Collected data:
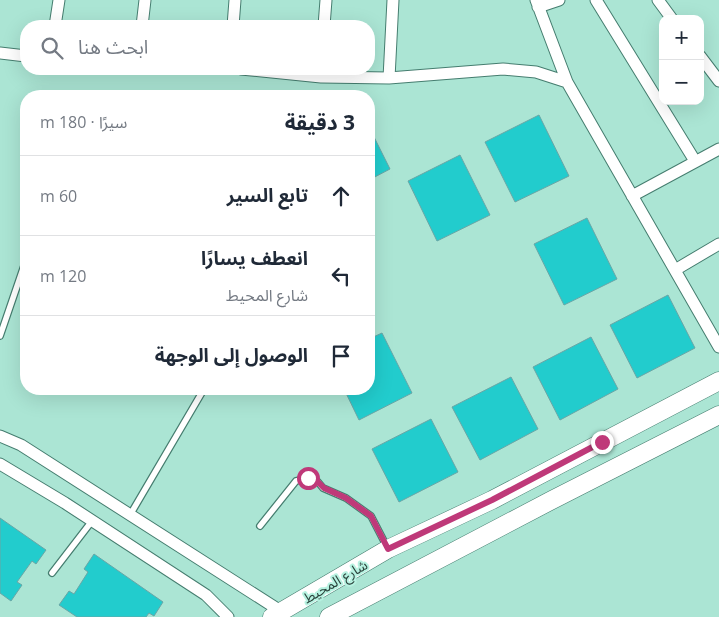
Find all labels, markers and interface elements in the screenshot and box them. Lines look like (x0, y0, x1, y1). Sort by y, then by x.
map controls (659, 15, 704, 105)
button: + (659, 15, 704, 60)
search box (20, 20, 375, 75)
icon: search (38, 34, 66, 62)
text: ابحث هنا (78, 34, 148, 60)
button: − (659, 60, 704, 105)
text: 3 دقيقة (285, 108, 355, 136)
text: سيرًا · 180 m (40, 111, 127, 133)
text: تابع السير (227, 182, 308, 208)
icon: ahead (327, 182, 355, 210)
text: 60 m (40, 185, 77, 207)
text: انعطف يسارًا (201, 245, 308, 271)
icon: left (327, 262, 355, 290)
text: 120 m (40, 265, 86, 287)
text: شارع المحيط (226, 284, 308, 306)
text: الوصول إلى الوجهة (155, 342, 308, 368)
icon: arrive (327, 342, 355, 370)
route end (591, 431, 614, 454)
route start (297, 467, 320, 490)
street label: شارع المحيط (299, 555, 372, 609)

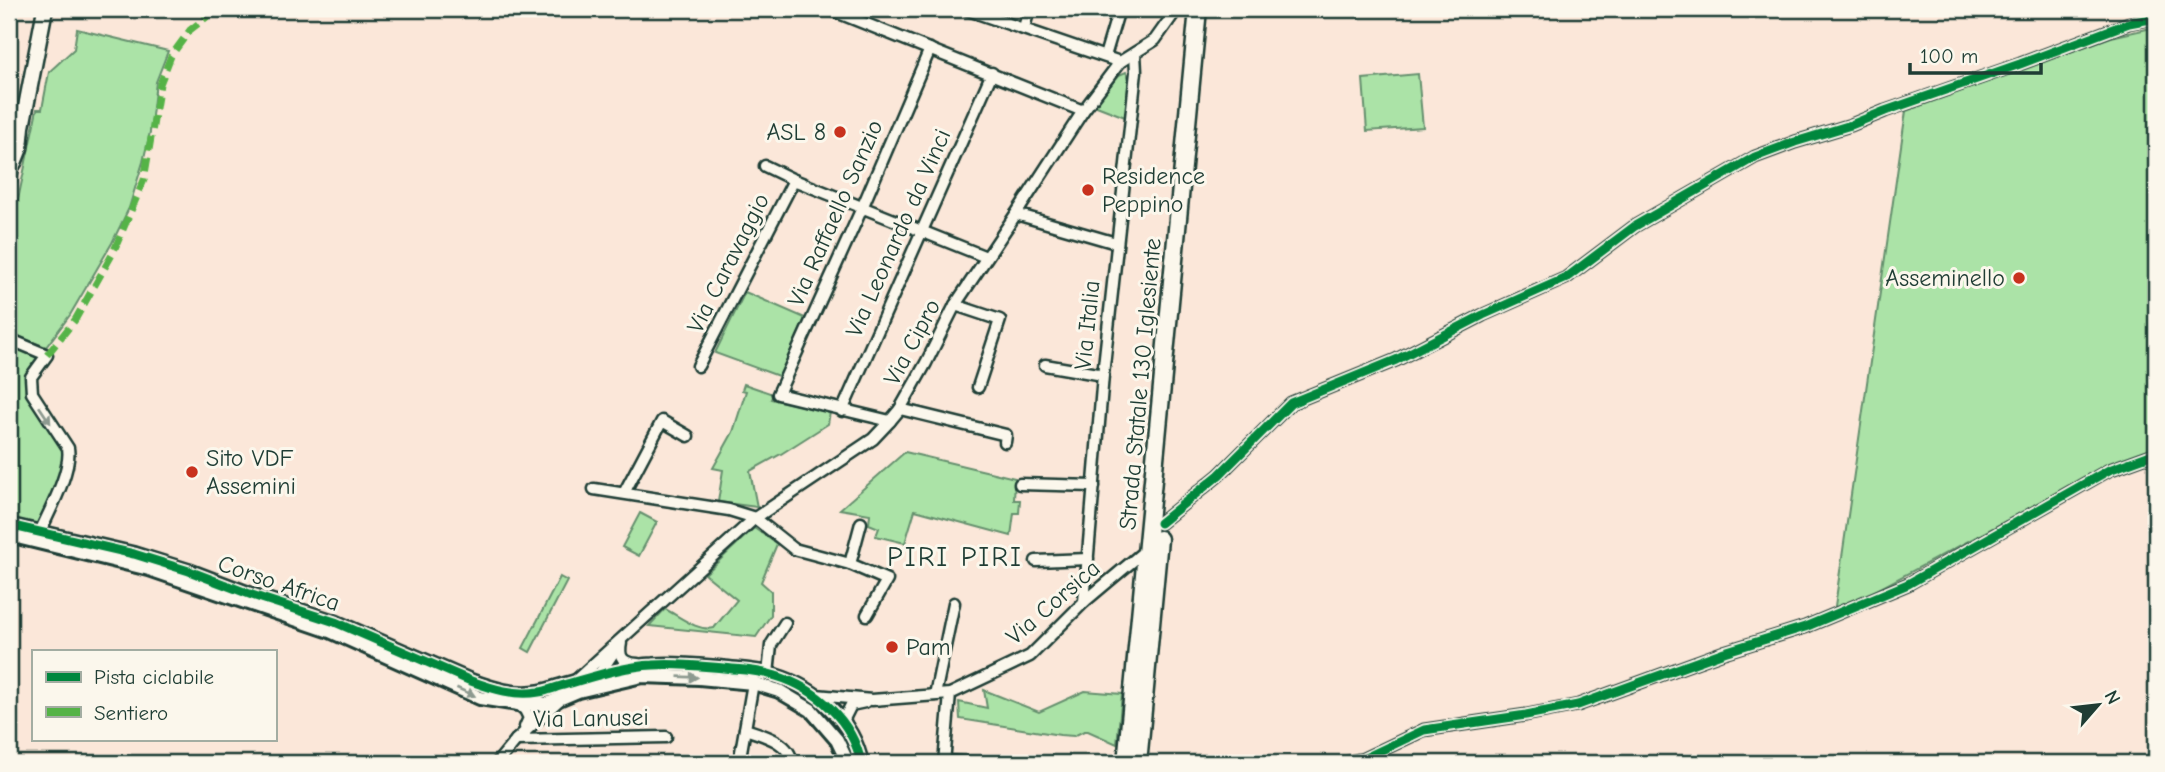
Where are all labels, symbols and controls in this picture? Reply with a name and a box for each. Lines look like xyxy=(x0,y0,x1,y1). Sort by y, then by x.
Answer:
scale bar xyxy=(1910,32,2041,76)
text: 100 m xyxy=(1920,44,1978,68)
street label: Via Raffaello Sanzio xyxy=(781,115,889,311)
place label: ASL 8 xyxy=(766,118,826,146)
marker: ASL 8 xyxy=(832,124,848,140)
street label: Via Leonardo da Vinci xyxy=(840,125,956,341)
place label: Residence Peppino xyxy=(1102,162,1205,218)
marker: Residence Peppino xyxy=(1080,182,1096,198)
street label: Via Caravaggio xyxy=(681,189,775,337)
street label: Strada Statale 130 Iglesiente xyxy=(1113,237,1167,531)
place label: Asseminello xyxy=(1885,264,2005,292)
marker: Asseminello xyxy=(2011,270,2027,286)
street label: Via Italia xyxy=(1068,279,1106,371)
street label: Via Cipro xyxy=(878,294,946,390)
one-way arrow xyxy=(39,405,52,424)
place label: Sito VDF Assemini xyxy=(206,444,296,500)
marker: Sito VDF Assemini xyxy=(184,464,200,480)
district label: PIRI PIRI xyxy=(887,541,1023,573)
street label: Corso Africa xyxy=(214,549,344,617)
street label: Via Corsica xyxy=(1000,554,1106,650)
place label: Pam xyxy=(906,633,951,661)
marker: Pam xyxy=(884,639,900,655)
legend xyxy=(32,650,276,740)
text: Pista ciclabile xyxy=(94,665,214,689)
north arrow xyxy=(2064,670,2134,740)
one-way arrow xyxy=(677,672,699,683)
one-way arrow xyxy=(456,686,476,698)
text: N xyxy=(2100,687,2125,708)
text: Sentiero xyxy=(94,701,168,725)
street label: Via Lanusei xyxy=(533,703,649,733)

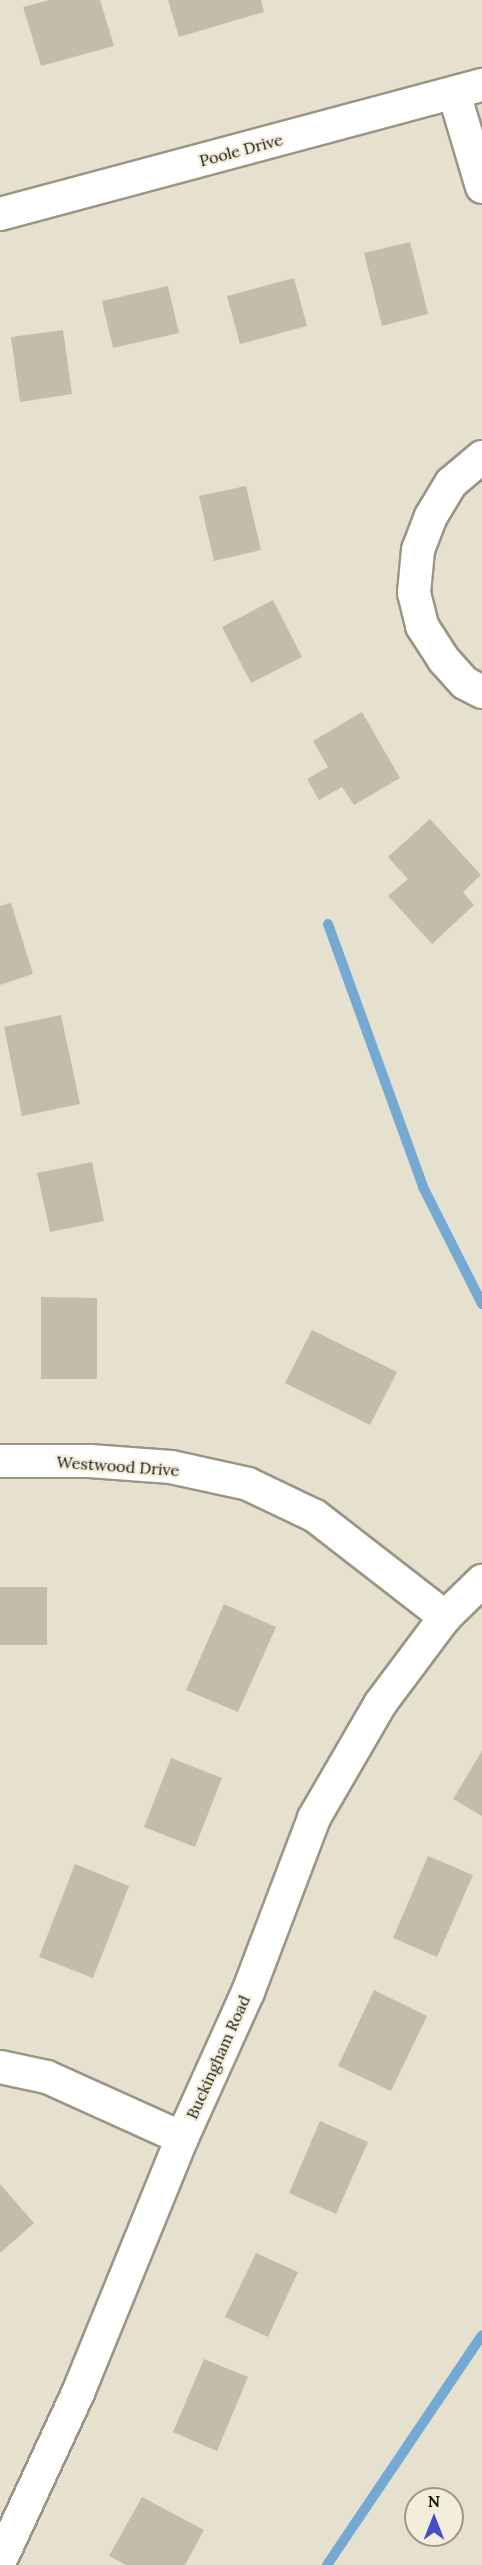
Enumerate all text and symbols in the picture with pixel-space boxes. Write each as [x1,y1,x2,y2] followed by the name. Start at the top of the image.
[197,130,285,170] street label: Poole Drive
[56,1452,180,1480] street label: Westwood Drive
[182,1992,254,2122] street label: Buckingham Road
[404,2487,464,2547] north arrow
[428,2491,440,2511] text: N

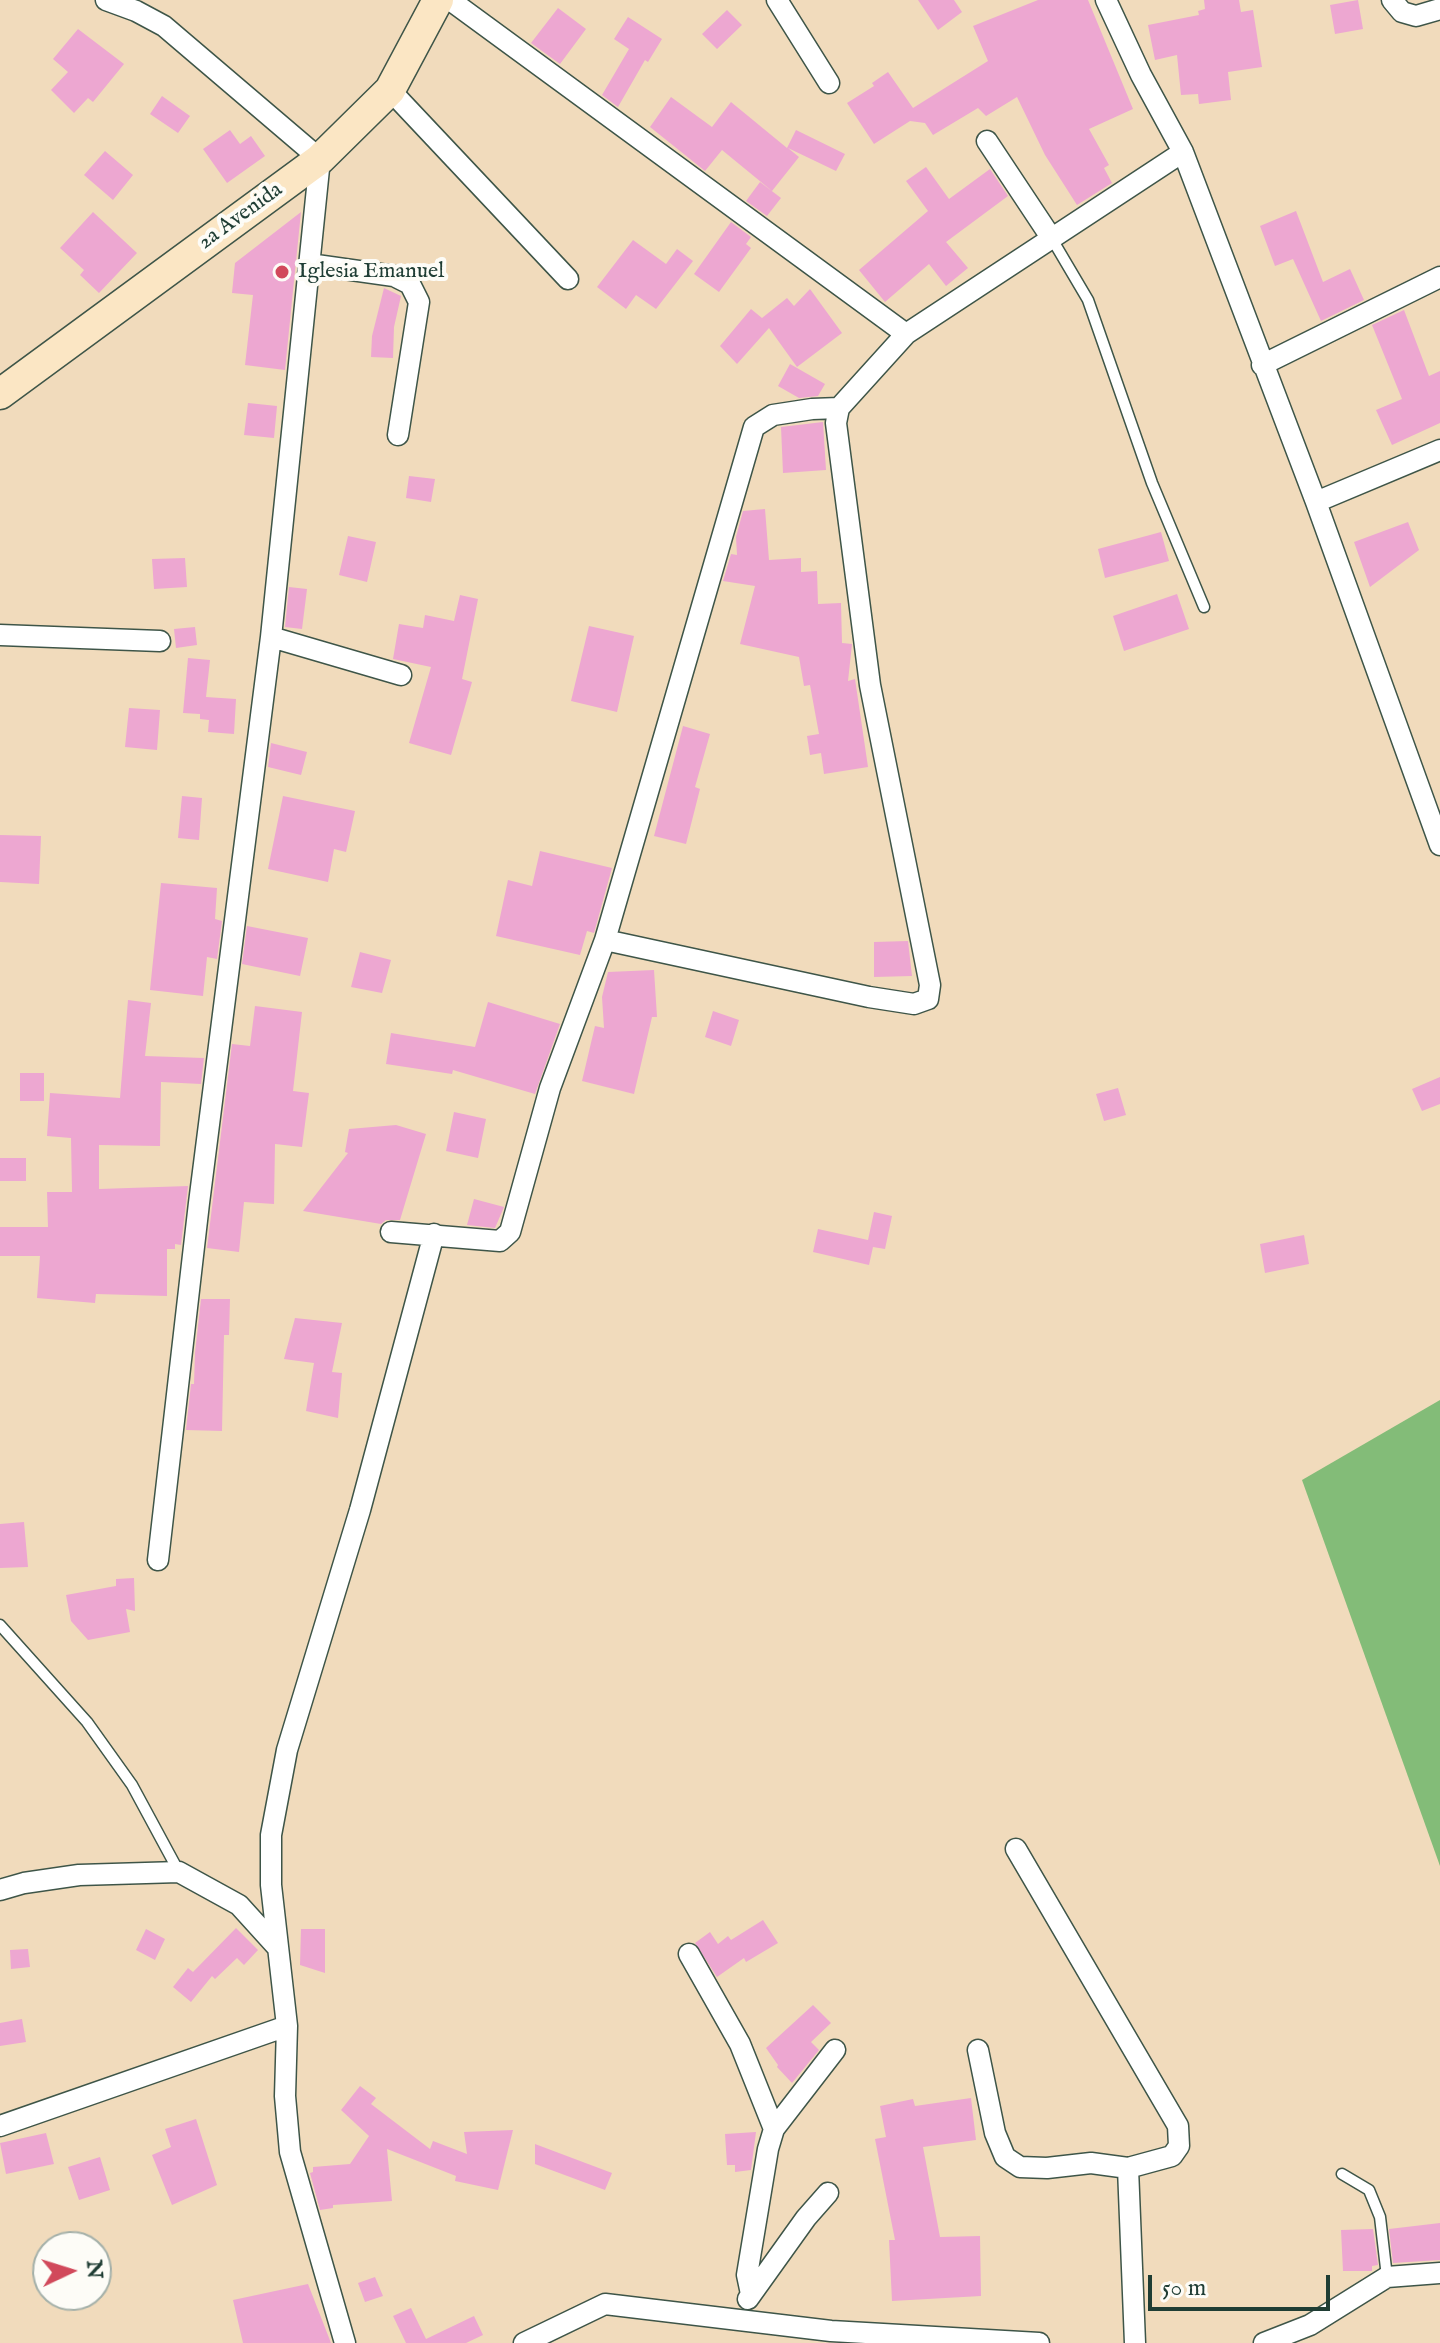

* Required work
Your copy of the data above should match it exactly, apart from the images.

* Your response
Find all labels, markers and interface elements in the screenshot and box them. Lines look like (x0, y0, x1, y1). Sort by y, then by x.
map controls (659, 15, 704, 105)
button: + (659, 15, 704, 60)
search box (20, 20, 375, 75)
icon: search (38, 34, 66, 62)
text: ابحث هنا (78, 34, 148, 60)
button: − (659, 60, 704, 105)
text: 3 دقيقة (285, 108, 355, 136)
text: سيرًا · 180 m (40, 111, 127, 133)
text: تابع السير (227, 182, 308, 208)
icon: ahead (327, 182, 355, 210)
text: 60 m (40, 185, 77, 207)
text: انعطف يسارًا (201, 245, 308, 271)
icon: left (327, 262, 355, 290)
text: 120 m (40, 265, 86, 287)
text: شارع المحيط (226, 284, 308, 306)
text: الوصول إلى الوجهة (155, 342, 308, 368)
icon: arrive (327, 342, 355, 370)
route end (591, 431, 614, 454)
route start (297, 467, 320, 490)
street label: شارع المحيط (299, 555, 372, 609)

Where are all labels, symbols and controls in this picture? Reply with a name and a box for each. Lines look like xyxy=(x0,y0,x1,y1). Sort by y, then by x.
Answer:
scale bar xyxy=(1910,32,2041,76)
text: 100 m xyxy=(1920,44,1978,68)
street label: Via Raffaello Sanzio xyxy=(781,115,889,311)
place label: ASL 8 xyxy=(766,118,826,146)
marker: ASL 8 xyxy=(832,124,848,140)
street label: Via Leonardo da Vinci xyxy=(840,125,956,341)
place label: Residence Peppino xyxy=(1102,162,1205,218)
marker: Residence Peppino xyxy=(1080,182,1096,198)
street label: Via Caravaggio xyxy=(681,189,775,337)
street label: Strada Statale 130 Iglesiente xyxy=(1113,237,1167,531)
place label: Asseminello xyxy=(1885,264,2005,292)
marker: Asseminello xyxy=(2011,270,2027,286)
street label: Via Italia xyxy=(1068,279,1106,371)
street label: Via Cipro xyxy=(878,294,946,390)
one-way arrow xyxy=(39,405,52,424)
place label: Sito VDF Assemini xyxy=(206,444,296,500)
marker: Sito VDF Assemini xyxy=(184,464,200,480)
district label: PIRI PIRI xyxy=(887,541,1023,573)
street label: Corso Africa xyxy=(214,549,344,617)
street label: Via Corsica xyxy=(1000,554,1106,650)
place label: Pam xyxy=(906,633,951,661)
marker: Pam xyxy=(884,639,900,655)
legend xyxy=(32,650,276,740)
text: Pista ciclabile xyxy=(94,665,214,689)
north arrow xyxy=(2064,670,2134,740)
one-way arrow xyxy=(677,672,699,683)
one-way arrow xyxy=(456,686,476,698)
text: N xyxy=(2100,687,2125,708)
text: Sentiero xyxy=(94,701,168,725)
street label: Via Lanusei xyxy=(533,703,649,733)

Enumerate all text and symbols in the picture with pixel-space boxes. Write each as [x1,y1,x2,y2] followed by the name. Start at the top of the image.
[197,130,285,170] street label: Poole Drive
[56,1452,180,1480] street label: Westwood Drive
[182,1992,254,2122] street label: Buckingham Road
[404,2487,464,2547] north arrow
[428,2491,440,2511] text: N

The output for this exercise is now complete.